DATASET EXCERPTS START

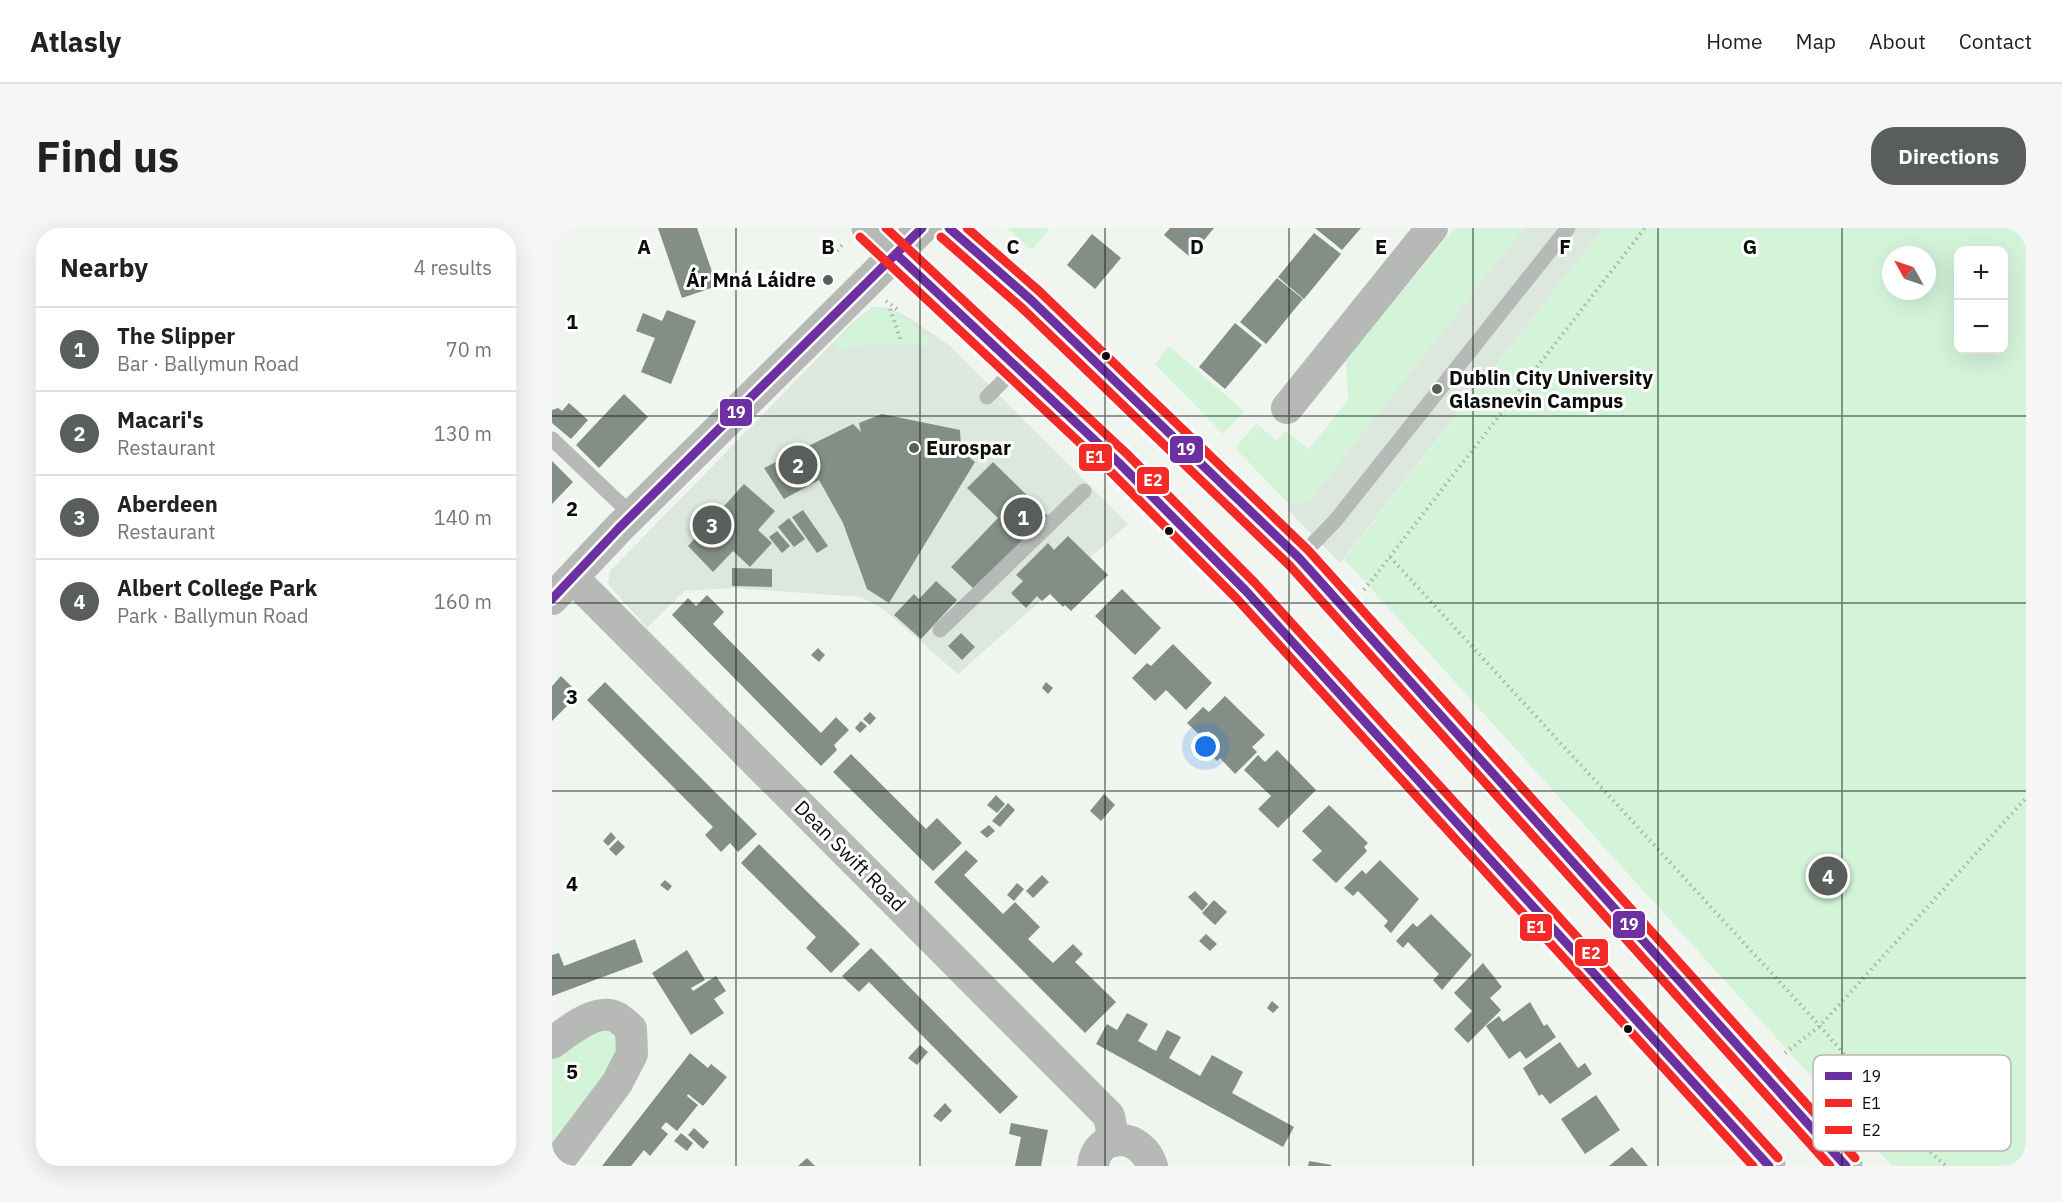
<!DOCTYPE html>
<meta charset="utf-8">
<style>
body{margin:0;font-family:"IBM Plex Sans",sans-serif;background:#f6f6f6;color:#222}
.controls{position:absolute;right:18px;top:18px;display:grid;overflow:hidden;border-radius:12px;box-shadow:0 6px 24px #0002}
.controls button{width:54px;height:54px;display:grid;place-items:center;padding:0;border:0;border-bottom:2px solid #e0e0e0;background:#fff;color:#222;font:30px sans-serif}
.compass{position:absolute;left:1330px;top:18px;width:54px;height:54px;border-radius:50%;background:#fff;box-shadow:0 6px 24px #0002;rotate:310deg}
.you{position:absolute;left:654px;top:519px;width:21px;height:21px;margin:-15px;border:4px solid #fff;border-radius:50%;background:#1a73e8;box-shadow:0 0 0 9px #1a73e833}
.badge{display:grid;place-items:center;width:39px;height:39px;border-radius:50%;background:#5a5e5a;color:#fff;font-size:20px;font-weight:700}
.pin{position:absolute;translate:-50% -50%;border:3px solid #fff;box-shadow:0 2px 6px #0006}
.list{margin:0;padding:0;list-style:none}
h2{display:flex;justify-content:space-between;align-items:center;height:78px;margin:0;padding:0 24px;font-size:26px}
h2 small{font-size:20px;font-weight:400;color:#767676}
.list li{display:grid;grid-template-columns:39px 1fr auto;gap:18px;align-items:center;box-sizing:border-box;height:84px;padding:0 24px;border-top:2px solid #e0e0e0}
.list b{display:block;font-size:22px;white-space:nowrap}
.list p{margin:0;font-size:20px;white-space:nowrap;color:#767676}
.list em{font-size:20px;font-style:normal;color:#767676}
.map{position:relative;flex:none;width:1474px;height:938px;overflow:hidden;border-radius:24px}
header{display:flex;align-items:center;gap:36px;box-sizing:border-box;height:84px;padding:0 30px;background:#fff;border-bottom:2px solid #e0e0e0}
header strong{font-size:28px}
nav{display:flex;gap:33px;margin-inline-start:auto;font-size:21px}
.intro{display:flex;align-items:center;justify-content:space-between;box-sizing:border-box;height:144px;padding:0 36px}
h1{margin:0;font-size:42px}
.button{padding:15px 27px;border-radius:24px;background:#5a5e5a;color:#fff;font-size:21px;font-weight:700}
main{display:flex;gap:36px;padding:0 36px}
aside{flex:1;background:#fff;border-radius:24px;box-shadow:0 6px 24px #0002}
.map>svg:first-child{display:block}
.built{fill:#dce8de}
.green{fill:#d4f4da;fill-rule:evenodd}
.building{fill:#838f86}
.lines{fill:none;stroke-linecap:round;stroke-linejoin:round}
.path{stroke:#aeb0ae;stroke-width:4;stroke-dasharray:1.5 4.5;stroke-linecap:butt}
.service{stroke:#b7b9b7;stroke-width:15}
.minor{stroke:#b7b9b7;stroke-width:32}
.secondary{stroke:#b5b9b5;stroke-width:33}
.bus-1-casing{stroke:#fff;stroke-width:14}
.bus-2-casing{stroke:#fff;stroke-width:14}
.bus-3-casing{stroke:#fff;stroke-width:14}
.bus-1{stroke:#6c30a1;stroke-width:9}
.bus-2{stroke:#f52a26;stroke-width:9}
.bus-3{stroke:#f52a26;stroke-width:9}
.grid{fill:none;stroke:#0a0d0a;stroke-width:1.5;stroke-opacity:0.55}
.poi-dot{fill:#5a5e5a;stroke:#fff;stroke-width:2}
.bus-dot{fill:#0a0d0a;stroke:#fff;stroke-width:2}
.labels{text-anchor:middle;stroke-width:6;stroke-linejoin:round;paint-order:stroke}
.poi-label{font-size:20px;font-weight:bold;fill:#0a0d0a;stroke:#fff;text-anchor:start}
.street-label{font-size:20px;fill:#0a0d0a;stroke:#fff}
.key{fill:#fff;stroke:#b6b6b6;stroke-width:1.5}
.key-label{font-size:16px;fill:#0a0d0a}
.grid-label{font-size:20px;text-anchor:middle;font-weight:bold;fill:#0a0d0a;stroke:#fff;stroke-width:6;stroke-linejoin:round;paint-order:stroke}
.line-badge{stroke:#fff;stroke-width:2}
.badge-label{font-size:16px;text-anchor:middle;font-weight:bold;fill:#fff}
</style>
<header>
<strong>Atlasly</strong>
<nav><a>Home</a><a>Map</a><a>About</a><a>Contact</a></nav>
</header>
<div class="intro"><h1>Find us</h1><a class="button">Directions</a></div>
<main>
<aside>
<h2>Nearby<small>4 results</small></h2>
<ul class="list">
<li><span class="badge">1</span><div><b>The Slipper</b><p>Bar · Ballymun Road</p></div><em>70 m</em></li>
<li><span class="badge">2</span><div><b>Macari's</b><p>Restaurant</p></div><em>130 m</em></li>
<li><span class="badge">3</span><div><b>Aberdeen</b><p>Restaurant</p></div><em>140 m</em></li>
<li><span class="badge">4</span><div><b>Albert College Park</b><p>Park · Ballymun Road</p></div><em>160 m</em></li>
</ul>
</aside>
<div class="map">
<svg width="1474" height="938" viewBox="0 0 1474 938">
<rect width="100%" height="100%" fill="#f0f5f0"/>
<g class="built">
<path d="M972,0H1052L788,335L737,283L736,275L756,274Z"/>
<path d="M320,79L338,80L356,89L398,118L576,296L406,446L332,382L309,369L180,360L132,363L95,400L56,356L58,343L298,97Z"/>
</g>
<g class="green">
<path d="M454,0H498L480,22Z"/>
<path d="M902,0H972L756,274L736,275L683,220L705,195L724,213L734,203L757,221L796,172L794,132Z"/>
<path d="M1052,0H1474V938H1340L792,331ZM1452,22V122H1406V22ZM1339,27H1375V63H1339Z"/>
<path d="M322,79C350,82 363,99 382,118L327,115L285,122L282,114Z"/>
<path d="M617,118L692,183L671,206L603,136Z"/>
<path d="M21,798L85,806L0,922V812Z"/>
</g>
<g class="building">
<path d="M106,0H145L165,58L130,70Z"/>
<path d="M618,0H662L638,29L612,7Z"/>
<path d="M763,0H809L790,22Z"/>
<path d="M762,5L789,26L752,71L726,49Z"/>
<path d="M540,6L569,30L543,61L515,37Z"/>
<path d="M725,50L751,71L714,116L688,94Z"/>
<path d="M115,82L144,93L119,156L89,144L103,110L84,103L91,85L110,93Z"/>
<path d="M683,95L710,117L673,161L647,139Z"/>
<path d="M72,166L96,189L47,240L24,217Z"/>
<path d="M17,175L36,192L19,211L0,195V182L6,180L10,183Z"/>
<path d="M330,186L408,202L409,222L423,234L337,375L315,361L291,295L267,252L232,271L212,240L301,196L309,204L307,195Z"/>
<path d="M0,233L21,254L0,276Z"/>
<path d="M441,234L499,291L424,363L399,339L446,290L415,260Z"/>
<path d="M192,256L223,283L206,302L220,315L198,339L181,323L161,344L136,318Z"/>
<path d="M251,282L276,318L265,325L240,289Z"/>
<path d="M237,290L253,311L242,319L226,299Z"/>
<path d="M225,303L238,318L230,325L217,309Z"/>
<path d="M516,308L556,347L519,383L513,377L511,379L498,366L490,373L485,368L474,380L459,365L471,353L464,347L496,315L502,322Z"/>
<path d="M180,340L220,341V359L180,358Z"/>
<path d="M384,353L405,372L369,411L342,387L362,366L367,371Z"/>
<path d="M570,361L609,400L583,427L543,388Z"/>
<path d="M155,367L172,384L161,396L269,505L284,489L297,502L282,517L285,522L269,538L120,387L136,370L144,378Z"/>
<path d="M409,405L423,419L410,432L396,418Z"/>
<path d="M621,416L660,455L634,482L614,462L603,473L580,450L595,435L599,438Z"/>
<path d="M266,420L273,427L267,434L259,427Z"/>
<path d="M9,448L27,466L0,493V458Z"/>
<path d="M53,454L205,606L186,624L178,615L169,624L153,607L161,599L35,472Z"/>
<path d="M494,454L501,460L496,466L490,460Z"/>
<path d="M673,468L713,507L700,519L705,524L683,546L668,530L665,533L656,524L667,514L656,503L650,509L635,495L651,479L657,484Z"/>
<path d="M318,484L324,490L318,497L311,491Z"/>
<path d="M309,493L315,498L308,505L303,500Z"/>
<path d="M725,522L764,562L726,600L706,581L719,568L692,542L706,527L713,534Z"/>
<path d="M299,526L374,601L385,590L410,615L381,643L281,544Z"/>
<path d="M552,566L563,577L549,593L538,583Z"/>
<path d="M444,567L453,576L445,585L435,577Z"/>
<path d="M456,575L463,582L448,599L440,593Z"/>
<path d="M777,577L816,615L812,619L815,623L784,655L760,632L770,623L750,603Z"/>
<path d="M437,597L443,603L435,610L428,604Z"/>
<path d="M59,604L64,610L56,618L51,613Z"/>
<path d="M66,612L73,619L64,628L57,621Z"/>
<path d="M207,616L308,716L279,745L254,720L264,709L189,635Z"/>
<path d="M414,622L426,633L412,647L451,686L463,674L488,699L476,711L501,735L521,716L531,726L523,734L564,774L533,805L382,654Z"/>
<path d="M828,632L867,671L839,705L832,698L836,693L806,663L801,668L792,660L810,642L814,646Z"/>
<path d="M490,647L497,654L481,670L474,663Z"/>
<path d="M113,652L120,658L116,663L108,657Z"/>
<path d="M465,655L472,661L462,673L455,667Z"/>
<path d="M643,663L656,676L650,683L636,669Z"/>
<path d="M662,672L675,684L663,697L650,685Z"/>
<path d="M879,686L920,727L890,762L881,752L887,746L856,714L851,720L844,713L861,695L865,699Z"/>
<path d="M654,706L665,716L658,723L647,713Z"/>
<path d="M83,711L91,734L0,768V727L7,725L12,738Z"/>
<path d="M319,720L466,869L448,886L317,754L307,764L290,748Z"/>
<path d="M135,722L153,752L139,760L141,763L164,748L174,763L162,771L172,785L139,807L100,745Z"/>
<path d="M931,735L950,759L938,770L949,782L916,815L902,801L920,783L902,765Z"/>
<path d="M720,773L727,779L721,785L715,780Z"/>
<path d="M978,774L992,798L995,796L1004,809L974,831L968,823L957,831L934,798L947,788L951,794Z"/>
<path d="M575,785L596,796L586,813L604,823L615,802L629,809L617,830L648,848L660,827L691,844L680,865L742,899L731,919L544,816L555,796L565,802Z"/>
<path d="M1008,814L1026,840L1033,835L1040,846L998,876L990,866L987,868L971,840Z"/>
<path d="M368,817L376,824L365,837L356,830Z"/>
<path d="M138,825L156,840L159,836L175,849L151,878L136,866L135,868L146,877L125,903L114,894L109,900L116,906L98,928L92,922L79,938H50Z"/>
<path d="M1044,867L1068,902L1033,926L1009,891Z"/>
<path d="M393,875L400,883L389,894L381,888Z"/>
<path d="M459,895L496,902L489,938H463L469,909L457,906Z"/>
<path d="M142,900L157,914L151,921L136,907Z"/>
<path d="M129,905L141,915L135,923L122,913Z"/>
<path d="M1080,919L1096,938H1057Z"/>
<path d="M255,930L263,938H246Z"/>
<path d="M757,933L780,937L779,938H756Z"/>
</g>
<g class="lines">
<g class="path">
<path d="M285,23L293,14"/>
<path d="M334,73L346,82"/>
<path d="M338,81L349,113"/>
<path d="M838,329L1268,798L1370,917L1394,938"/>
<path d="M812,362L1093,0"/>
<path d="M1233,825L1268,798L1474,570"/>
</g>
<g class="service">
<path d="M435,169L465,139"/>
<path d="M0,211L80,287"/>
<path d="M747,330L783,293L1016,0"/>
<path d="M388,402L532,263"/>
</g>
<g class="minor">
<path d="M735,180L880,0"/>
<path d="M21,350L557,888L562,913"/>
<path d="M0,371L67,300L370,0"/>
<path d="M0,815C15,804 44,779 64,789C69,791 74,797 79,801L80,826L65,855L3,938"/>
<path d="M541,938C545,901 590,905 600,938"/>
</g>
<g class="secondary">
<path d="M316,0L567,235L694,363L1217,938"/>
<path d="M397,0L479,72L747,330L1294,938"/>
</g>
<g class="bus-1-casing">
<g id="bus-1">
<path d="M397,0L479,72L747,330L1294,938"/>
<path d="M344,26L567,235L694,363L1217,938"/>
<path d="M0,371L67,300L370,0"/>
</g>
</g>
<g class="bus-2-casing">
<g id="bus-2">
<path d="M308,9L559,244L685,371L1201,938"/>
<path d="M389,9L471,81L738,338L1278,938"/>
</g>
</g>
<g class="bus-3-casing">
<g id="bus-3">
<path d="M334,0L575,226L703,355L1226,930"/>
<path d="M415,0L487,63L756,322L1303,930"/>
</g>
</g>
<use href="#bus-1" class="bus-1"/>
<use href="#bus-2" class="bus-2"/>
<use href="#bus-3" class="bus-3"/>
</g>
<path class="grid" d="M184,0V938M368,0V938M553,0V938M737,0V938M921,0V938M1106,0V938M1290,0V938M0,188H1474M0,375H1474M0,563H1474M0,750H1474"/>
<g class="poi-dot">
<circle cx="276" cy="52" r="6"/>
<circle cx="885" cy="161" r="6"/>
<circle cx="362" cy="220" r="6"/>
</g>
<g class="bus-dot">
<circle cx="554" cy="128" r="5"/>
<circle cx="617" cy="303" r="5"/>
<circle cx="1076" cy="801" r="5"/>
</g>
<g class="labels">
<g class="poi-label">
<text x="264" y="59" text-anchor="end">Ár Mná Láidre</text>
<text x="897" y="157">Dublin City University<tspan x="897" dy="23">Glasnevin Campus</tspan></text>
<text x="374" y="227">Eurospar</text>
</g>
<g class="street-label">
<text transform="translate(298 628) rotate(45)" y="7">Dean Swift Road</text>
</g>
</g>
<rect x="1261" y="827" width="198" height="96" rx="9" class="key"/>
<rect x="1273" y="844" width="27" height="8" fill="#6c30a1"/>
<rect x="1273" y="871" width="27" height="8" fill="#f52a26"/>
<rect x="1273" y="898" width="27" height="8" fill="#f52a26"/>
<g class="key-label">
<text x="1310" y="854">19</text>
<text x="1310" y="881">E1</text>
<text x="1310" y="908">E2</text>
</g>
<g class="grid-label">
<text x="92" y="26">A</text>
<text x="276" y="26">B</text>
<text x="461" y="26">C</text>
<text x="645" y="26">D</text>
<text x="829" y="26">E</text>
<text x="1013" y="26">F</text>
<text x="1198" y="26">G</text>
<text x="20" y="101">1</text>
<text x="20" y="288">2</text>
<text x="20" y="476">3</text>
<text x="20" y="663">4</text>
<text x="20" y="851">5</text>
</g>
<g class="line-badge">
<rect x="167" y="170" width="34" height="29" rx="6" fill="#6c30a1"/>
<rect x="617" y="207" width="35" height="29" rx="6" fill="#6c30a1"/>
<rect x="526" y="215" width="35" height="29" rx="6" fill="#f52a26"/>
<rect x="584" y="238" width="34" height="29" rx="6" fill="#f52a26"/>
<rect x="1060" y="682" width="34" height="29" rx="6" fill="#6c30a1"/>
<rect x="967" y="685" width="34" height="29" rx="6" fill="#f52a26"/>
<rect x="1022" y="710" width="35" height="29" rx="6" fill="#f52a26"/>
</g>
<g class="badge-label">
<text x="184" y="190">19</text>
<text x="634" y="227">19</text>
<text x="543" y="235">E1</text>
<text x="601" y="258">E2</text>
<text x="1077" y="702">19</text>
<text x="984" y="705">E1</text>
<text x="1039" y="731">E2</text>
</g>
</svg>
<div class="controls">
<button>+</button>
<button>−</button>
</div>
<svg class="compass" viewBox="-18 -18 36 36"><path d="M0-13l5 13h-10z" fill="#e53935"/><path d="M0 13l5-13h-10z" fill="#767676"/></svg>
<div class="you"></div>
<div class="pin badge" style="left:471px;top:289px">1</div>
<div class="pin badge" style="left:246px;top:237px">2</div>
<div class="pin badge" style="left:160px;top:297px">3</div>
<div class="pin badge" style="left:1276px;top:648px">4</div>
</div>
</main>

DATASET EXCERPTS END

▶ [AIM OF THE TASK] Whenever a line in the data holds "white", copy that line.

▶ [RESPONSE TO THIS TASK]
.list b{display:block;font-size:22px;white-space:nowrap}
.list p{margin:0;font-size:20px;white-space:nowrap;color:#767676}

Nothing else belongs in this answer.